(Items listed in a dataset)
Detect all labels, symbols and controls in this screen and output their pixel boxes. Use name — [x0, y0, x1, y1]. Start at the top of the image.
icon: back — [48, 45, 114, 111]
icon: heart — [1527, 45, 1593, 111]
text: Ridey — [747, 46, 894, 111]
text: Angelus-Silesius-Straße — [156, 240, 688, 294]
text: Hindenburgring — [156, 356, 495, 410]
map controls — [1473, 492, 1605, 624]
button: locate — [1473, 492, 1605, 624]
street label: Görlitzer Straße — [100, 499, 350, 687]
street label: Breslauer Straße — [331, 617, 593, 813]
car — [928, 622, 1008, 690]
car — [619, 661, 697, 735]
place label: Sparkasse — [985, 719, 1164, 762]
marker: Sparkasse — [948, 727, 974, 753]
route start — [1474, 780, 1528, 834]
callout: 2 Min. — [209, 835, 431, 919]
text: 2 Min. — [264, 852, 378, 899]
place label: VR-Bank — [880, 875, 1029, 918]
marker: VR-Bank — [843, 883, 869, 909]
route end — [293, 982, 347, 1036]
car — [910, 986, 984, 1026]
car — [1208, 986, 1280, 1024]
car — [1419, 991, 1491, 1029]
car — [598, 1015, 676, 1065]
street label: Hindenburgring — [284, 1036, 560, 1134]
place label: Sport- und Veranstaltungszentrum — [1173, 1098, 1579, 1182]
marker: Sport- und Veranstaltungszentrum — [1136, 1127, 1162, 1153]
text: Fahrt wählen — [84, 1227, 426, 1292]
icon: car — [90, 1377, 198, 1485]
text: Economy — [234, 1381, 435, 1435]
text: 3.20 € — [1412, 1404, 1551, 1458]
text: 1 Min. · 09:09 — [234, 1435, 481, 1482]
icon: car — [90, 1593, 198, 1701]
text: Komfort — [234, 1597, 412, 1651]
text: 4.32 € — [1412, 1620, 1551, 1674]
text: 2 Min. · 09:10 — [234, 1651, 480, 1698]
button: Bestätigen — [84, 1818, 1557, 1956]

- [Task to complete] Pull out every line in the data above that has the word "Straße".

- [Answer for the task]
text: Angelus-Silesius-Straße — [156, 240, 688, 294]
street label: Görlitzer Straße — [100, 499, 350, 687]
street label: Breslauer Straße — [331, 617, 593, 813]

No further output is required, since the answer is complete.